HOW TO COMPLETE THIS TASK:
Reproduce all records exactly.

DATASET EXCERPTS:

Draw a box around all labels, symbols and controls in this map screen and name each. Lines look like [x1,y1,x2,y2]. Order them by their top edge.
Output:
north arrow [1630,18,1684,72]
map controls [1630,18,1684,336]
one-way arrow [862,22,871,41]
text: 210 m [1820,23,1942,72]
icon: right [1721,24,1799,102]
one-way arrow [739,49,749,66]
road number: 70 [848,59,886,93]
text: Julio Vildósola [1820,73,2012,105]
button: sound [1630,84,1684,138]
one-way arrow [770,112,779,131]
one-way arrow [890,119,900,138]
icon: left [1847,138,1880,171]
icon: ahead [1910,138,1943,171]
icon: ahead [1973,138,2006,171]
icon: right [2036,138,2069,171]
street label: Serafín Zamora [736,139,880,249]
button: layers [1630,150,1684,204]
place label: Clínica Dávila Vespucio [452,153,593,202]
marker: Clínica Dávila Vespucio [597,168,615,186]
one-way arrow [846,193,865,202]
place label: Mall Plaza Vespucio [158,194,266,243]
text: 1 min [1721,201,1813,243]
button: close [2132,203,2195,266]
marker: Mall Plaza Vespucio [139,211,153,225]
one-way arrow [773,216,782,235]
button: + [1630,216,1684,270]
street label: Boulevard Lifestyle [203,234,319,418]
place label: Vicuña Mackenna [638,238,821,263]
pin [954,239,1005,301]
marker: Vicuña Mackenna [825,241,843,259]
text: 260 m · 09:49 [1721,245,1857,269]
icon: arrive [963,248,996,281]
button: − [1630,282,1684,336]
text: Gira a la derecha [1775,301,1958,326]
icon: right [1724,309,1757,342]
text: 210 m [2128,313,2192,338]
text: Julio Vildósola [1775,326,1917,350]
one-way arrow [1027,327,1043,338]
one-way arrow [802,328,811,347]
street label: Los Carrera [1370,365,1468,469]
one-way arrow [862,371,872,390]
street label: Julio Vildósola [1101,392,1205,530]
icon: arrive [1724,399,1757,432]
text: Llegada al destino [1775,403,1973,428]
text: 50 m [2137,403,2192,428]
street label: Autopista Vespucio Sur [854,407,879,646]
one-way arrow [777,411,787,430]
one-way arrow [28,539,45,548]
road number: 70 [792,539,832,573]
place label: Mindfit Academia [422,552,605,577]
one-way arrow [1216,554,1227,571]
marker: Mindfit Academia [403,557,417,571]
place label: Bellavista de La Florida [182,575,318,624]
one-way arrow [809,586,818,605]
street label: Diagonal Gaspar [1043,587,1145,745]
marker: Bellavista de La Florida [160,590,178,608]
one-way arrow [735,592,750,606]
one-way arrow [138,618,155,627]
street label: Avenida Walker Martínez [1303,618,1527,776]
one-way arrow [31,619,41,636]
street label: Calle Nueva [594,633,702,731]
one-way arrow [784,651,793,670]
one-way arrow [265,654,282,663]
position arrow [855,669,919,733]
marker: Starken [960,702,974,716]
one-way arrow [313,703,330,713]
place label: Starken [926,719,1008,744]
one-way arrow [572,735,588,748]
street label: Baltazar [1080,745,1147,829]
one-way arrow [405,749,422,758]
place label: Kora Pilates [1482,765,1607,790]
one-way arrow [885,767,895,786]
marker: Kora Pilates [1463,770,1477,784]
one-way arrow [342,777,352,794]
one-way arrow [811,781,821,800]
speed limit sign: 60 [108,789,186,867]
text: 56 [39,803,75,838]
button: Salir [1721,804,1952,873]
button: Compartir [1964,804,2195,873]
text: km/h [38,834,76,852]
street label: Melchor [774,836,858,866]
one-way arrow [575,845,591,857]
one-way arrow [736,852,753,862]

REPLY:
Draw a box around all labels, symbols and controls in this map screen and name each. Lines look like [x1,y1,x2,y2]. Order them by their top edge.
Output:
north arrow [1630,18,1684,72]
map controls [1630,18,1684,336]
one-way arrow [862,22,871,41]
text: 210 m [1820,23,1942,72]
icon: right [1721,24,1799,102]
one-way arrow [739,49,749,66]
road number: 70 [848,59,886,93]
text: Julio Vildósola [1820,73,2012,105]
button: sound [1630,84,1684,138]
one-way arrow [770,112,779,131]
one-way arrow [890,119,900,138]
icon: left [1847,138,1880,171]
icon: ahead [1910,138,1943,171]
icon: ahead [1973,138,2006,171]
icon: right [2036,138,2069,171]
street label: Serafín Zamora [736,139,880,249]
button: layers [1630,150,1684,204]
place label: Clínica Dávila Vespucio [452,153,593,202]
marker: Clínica Dávila Vespucio [597,168,615,186]
one-way arrow [846,193,865,202]
place label: Mall Plaza Vespucio [158,194,266,243]
text: 1 min [1721,201,1813,243]
button: close [2132,203,2195,266]
marker: Mall Plaza Vespucio [139,211,153,225]
one-way arrow [773,216,782,235]
button: + [1630,216,1684,270]
street label: Boulevard Lifestyle [203,234,319,418]
place label: Vicuña Mackenna [638,238,821,263]
pin [954,239,1005,301]
marker: Vicuña Mackenna [825,241,843,259]
text: 260 m · 09:49 [1721,245,1857,269]
icon: arrive [963,248,996,281]
button: − [1630,282,1684,336]
text: Gira a la derecha [1775,301,1958,326]
icon: right [1724,309,1757,342]
text: 210 m [2128,313,2192,338]
text: Julio Vildósola [1775,326,1917,350]
one-way arrow [1027,327,1043,338]
one-way arrow [802,328,811,347]
street label: Los Carrera [1370,365,1468,469]
one-way arrow [862,371,872,390]
street label: Julio Vildósola [1101,392,1205,530]
icon: arrive [1724,399,1757,432]
text: Llegada al destino [1775,403,1973,428]
text: 50 m [2137,403,2192,428]
street label: Autopista Vespucio Sur [854,407,879,646]
one-way arrow [777,411,787,430]
one-way arrow [28,539,45,548]
road number: 70 [792,539,832,573]
place label: Mindfit Academia [422,552,605,577]
one-way arrow [1216,554,1227,571]
marker: Mindfit Academia [403,557,417,571]
place label: Bellavista de La Florida [182,575,318,624]
one-way arrow [809,586,818,605]
street label: Diagonal Gaspar [1043,587,1145,745]
marker: Bellavista de La Florida [160,590,178,608]
one-way arrow [735,592,750,606]
one-way arrow [138,618,155,627]
street label: Avenida Walker Martínez [1303,618,1527,776]
one-way arrow [31,619,41,636]
street label: Calle Nueva [594,633,702,731]
one-way arrow [784,651,793,670]
one-way arrow [265,654,282,663]
position arrow [855,669,919,733]
marker: Starken [960,702,974,716]
one-way arrow [313,703,330,713]
place label: Starken [926,719,1008,744]
one-way arrow [572,735,588,748]
street label: Baltazar [1080,745,1147,829]
one-way arrow [405,749,422,758]
place label: Kora Pilates [1482,765,1607,790]
one-way arrow [885,767,895,786]
marker: Kora Pilates [1463,770,1477,784]
one-way arrow [342,777,352,794]
one-way arrow [811,781,821,800]
speed limit sign: 60 [108,789,186,867]
text: 56 [39,803,75,838]
button: Salir [1721,804,1952,873]
button: Compartir [1964,804,2195,873]
text: km/h [38,834,76,852]
street label: Melchor [774,836,858,866]
one-way arrow [575,845,591,857]
one-way arrow [736,852,753,862]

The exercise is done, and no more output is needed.